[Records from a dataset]
-----
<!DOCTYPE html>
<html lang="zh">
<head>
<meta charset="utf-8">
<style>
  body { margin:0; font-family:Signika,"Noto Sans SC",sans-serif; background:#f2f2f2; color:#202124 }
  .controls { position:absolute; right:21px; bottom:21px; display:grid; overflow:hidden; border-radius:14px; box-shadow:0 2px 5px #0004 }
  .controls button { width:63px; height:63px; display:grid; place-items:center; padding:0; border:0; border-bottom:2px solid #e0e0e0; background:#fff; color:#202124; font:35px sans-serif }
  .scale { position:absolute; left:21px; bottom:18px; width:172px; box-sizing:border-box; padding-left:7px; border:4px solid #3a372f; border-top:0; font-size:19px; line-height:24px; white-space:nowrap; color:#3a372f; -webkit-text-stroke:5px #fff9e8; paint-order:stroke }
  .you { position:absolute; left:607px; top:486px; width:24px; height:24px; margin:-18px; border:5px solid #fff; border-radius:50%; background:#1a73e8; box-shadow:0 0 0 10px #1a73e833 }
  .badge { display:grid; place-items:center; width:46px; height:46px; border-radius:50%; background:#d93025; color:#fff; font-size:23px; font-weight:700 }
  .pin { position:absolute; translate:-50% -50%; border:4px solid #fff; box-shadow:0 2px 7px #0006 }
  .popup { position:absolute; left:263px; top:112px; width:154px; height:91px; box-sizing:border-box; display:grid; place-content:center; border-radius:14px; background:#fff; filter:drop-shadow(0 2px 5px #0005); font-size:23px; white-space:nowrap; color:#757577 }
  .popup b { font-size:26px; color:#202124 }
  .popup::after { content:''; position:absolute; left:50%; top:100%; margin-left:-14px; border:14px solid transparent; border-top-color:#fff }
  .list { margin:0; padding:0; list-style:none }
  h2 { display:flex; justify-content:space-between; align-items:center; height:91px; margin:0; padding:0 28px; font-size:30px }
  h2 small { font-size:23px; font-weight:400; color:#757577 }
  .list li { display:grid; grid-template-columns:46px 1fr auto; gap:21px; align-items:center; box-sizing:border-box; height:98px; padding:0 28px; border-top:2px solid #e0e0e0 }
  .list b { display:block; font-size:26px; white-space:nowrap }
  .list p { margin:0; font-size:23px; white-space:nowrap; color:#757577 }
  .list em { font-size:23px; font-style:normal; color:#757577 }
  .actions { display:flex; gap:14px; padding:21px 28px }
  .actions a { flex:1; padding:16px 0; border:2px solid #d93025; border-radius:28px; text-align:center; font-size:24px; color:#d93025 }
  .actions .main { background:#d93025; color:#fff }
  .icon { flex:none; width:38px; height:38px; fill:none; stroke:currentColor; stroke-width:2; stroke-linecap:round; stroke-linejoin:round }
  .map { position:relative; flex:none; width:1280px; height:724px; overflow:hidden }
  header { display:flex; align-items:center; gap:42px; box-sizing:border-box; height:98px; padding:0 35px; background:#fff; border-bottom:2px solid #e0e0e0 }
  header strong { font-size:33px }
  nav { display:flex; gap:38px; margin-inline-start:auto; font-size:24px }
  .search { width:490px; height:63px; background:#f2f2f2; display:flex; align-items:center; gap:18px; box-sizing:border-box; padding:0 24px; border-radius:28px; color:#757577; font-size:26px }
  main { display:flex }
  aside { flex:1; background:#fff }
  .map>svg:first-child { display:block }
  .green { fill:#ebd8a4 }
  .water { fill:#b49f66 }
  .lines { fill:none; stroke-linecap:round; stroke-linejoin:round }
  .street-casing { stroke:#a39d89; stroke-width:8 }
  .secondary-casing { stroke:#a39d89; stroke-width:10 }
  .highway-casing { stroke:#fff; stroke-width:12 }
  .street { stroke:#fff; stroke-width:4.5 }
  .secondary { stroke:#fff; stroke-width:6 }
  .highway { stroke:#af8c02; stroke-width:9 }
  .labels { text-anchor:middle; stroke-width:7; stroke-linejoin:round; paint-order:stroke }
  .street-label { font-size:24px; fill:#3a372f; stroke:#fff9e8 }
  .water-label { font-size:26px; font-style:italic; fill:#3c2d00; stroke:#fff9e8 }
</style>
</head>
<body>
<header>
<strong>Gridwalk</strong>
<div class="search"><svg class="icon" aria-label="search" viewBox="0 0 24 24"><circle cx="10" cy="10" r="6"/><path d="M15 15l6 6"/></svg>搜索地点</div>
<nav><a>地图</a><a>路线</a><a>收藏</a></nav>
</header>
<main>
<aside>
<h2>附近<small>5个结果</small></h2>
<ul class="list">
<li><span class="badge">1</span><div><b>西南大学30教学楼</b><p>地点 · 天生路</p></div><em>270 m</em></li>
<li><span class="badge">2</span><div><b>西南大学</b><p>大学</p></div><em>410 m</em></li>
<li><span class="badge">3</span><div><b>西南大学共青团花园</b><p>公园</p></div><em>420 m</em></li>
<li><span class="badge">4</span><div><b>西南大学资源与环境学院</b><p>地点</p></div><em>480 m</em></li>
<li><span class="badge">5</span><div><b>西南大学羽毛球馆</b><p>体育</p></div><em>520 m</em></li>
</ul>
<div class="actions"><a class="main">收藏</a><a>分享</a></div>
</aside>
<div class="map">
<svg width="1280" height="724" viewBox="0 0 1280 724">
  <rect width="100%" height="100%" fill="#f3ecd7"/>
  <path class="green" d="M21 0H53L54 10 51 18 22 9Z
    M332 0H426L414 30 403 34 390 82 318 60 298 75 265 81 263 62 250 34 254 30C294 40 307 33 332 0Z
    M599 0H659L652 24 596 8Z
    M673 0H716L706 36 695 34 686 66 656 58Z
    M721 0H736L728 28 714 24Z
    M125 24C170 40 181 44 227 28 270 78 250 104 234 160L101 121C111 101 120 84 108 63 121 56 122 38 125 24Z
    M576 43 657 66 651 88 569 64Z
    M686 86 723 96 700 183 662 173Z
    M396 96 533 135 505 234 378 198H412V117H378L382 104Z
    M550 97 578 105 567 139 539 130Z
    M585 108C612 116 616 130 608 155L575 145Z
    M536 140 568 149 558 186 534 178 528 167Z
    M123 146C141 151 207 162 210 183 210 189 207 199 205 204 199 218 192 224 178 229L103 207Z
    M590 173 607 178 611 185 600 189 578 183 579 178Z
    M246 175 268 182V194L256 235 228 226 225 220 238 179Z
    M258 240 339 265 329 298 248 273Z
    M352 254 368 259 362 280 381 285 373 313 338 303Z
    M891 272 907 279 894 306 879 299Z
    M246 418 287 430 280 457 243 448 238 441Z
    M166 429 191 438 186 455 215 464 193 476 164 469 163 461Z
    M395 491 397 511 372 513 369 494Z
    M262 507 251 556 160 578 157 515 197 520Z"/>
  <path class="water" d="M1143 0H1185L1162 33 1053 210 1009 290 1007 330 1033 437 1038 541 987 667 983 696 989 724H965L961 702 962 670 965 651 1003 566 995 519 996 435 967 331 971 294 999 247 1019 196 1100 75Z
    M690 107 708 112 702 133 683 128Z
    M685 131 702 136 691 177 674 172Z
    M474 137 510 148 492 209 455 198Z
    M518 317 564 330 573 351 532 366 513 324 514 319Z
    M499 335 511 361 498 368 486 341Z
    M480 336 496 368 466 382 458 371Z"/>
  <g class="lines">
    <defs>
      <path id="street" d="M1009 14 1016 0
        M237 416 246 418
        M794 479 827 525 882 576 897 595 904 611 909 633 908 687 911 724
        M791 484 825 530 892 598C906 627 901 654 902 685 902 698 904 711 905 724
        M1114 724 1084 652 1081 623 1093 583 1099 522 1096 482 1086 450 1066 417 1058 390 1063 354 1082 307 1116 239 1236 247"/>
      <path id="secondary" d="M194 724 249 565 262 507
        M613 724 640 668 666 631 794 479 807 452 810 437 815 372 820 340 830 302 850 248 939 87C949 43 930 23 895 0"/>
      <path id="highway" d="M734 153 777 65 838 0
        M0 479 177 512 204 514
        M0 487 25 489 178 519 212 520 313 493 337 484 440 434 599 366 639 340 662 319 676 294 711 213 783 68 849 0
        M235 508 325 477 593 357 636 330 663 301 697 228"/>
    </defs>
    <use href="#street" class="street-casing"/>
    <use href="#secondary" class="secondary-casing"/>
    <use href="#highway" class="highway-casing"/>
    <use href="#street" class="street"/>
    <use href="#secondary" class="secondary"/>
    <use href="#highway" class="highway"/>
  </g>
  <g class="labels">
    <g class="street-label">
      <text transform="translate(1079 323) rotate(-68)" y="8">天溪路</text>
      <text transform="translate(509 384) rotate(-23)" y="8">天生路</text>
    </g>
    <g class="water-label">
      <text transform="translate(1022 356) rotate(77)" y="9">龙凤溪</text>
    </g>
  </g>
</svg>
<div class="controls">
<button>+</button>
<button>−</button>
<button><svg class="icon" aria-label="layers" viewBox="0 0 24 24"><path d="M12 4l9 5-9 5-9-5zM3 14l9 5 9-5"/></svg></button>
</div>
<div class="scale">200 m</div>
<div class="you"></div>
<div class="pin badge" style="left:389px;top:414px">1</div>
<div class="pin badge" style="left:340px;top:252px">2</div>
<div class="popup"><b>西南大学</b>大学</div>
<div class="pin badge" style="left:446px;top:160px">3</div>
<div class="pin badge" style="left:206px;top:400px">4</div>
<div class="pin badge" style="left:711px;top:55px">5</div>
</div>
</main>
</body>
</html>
-----
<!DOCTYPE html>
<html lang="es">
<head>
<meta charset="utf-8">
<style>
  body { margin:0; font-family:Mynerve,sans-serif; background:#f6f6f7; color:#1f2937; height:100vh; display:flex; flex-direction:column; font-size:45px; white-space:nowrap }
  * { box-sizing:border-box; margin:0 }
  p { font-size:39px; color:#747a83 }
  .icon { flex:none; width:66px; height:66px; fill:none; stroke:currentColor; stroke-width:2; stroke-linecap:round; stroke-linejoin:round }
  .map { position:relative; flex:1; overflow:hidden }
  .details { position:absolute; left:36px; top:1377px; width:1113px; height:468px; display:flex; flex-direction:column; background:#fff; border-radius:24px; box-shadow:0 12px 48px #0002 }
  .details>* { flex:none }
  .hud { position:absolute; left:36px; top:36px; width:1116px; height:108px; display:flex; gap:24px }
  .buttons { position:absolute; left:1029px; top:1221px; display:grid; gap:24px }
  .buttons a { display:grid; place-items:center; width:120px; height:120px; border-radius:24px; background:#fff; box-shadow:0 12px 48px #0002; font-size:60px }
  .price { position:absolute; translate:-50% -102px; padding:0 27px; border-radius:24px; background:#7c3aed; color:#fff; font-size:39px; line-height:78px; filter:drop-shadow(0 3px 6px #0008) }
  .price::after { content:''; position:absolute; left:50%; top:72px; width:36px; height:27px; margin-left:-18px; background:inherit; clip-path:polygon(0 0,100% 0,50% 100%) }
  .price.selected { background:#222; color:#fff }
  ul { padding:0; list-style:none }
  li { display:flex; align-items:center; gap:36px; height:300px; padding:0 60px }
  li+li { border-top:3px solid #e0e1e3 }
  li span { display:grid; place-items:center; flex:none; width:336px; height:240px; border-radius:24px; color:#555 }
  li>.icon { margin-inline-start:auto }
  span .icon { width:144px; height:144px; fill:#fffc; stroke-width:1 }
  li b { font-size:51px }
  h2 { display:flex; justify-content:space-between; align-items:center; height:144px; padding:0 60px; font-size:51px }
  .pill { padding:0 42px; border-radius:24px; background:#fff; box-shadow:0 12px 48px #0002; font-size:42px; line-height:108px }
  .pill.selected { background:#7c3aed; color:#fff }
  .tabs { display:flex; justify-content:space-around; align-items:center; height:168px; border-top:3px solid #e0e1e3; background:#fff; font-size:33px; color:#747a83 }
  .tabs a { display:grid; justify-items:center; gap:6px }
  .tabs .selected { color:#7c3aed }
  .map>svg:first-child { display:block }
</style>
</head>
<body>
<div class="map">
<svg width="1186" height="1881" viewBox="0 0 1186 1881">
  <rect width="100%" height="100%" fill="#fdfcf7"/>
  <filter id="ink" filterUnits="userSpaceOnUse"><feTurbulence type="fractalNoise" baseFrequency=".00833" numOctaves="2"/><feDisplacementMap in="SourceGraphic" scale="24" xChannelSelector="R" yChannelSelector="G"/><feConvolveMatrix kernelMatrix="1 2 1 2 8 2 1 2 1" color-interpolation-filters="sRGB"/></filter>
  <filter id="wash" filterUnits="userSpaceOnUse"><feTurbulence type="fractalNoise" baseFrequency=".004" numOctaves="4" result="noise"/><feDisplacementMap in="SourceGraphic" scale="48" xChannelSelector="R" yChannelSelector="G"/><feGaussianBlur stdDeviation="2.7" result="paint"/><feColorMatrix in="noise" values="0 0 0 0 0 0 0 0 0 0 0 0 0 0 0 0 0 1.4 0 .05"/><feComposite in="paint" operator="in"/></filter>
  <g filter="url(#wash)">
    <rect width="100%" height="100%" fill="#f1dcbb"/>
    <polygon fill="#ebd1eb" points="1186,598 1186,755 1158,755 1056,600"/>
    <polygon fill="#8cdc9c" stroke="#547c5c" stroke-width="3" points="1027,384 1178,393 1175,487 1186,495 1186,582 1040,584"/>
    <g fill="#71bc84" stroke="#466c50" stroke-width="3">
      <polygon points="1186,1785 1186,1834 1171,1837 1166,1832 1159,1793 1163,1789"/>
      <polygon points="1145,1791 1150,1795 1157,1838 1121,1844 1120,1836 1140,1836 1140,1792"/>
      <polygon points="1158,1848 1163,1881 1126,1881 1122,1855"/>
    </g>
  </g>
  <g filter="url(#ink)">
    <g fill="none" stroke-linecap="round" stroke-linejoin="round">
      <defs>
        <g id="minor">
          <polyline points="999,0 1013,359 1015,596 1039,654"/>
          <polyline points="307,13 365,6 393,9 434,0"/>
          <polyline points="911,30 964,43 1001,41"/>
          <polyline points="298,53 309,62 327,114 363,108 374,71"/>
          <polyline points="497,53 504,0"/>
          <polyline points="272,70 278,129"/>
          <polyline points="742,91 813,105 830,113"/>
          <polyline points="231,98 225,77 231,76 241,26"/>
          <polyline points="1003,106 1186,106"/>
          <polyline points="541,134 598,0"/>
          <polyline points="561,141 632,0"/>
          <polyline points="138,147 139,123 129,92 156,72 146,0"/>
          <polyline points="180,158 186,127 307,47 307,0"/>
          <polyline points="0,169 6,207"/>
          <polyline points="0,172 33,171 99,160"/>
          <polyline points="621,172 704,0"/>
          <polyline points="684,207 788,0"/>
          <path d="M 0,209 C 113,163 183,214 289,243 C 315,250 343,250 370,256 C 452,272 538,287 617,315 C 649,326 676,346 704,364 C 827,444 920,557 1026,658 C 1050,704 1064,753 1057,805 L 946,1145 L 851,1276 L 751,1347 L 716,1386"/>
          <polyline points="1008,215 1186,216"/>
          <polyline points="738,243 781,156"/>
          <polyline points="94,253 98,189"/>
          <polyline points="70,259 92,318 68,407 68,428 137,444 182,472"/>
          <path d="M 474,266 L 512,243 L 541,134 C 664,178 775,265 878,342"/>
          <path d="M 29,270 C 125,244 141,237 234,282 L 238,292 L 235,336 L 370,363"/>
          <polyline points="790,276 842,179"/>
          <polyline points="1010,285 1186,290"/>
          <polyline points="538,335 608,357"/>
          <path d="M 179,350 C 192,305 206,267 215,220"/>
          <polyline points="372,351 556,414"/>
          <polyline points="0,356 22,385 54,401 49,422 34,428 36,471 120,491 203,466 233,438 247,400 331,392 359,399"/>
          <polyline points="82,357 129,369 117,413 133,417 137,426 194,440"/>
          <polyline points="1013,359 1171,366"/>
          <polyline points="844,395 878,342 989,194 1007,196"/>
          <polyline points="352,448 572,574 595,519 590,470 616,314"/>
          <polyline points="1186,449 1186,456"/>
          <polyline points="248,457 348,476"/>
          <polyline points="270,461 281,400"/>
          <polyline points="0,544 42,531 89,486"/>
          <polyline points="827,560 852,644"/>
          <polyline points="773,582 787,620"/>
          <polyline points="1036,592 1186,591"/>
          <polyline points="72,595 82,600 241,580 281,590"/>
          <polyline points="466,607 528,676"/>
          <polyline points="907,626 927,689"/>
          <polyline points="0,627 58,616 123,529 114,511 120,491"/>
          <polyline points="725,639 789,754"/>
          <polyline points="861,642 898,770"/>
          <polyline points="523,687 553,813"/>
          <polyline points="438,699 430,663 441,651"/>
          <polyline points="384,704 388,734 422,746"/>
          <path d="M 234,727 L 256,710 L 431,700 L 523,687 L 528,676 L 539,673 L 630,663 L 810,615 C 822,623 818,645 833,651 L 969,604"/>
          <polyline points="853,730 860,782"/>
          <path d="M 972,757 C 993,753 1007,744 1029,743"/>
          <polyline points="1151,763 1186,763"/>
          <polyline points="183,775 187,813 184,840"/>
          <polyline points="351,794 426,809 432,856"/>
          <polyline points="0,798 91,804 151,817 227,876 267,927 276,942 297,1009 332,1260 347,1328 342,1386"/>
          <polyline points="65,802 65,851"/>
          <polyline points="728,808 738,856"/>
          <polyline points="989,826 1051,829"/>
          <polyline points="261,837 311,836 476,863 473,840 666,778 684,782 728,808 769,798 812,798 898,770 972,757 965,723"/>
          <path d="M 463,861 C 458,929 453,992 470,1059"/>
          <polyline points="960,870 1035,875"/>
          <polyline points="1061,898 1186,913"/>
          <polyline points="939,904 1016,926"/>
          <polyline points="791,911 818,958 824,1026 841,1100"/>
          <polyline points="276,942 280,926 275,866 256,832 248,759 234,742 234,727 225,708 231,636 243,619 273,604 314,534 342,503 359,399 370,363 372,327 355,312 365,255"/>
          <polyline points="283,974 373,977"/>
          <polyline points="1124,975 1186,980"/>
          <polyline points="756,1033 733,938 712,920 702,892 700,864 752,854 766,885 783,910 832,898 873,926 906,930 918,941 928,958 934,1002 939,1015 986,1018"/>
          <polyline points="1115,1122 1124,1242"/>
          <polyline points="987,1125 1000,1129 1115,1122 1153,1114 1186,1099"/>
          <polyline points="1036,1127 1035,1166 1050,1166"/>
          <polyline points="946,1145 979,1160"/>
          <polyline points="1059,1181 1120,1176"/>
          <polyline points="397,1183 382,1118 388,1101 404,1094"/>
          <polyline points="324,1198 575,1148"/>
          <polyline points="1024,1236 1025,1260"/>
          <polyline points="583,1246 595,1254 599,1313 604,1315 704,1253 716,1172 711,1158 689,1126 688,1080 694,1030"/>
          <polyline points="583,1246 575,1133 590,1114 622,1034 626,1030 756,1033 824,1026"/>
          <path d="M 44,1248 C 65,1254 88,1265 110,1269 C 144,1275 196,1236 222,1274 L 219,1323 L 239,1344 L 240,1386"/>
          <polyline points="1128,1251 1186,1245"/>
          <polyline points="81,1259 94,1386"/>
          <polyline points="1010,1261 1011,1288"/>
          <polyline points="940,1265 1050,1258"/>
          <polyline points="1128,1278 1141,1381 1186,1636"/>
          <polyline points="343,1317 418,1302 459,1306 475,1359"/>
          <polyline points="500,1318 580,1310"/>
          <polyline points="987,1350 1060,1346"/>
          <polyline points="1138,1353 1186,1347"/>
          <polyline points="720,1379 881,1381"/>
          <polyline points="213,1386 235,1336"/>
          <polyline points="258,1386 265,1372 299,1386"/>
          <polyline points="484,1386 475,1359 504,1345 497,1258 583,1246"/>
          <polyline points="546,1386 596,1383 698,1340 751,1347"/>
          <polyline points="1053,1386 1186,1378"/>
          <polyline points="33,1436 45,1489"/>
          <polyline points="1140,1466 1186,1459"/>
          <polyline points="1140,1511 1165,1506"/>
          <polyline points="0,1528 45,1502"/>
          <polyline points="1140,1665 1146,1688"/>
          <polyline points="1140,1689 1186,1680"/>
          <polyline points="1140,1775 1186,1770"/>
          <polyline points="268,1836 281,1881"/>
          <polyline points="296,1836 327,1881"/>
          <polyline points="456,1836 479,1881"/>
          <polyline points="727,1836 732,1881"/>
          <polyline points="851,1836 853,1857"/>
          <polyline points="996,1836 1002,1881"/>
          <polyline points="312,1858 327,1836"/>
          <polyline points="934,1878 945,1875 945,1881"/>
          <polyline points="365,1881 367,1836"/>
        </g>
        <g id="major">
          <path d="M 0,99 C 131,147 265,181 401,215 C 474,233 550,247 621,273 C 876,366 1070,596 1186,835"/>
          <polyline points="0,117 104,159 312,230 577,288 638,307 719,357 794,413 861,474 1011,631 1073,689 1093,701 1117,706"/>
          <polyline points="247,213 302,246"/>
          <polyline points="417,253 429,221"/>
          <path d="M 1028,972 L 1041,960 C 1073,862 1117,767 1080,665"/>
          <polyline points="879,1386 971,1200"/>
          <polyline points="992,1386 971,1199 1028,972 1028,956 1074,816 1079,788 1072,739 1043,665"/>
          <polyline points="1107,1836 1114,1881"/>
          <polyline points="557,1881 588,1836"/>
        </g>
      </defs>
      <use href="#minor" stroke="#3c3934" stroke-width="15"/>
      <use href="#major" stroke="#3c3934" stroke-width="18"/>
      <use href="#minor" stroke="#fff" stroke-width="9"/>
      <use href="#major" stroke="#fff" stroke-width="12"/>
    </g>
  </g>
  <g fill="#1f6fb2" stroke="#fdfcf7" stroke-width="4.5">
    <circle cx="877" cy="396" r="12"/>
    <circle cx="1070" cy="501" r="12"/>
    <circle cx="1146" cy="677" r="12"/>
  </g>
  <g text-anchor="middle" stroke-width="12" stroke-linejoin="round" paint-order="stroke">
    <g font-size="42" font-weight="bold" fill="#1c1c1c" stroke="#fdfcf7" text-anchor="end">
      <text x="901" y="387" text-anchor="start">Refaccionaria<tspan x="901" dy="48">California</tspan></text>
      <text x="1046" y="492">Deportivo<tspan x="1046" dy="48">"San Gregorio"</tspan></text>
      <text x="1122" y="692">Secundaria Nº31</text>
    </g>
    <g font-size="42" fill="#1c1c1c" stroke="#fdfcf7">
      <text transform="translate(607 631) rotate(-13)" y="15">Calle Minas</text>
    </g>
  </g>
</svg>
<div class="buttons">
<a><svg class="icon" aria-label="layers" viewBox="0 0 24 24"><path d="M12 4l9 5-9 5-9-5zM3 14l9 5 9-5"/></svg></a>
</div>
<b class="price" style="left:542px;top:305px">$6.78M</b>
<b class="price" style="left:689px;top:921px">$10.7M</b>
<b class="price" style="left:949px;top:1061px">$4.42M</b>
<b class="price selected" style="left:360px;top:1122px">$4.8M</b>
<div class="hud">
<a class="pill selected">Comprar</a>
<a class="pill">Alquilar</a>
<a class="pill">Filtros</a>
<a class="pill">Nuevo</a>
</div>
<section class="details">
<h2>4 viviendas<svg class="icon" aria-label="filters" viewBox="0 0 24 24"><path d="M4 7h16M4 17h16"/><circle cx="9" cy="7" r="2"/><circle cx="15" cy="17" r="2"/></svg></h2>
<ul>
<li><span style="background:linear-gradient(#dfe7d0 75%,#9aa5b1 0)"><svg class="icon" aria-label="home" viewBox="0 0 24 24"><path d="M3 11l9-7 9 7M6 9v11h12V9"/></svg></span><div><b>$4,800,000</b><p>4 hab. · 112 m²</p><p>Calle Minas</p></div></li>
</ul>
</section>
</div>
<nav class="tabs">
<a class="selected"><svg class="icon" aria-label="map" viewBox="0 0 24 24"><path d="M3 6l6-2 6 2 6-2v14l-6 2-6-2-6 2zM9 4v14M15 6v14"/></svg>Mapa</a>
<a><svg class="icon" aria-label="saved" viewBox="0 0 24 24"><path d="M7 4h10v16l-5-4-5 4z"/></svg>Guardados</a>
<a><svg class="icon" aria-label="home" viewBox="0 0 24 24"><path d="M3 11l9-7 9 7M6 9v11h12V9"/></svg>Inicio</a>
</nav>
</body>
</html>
-----
#### [What to do]
Only lines containing the string "buttons" are needed. Pull each of them out of the records above.

#### [Answer to the problem]
  .buttons { position:absolute; left:1029px; top:1221px; display:grid; gap:24px }
  .buttons a { display:grid; place-items:center; width:120px; height:120px; border-radius:24px; background:#fff; box-shadow:0 12px 48px #0002; font-size:60px }
<div class="buttons">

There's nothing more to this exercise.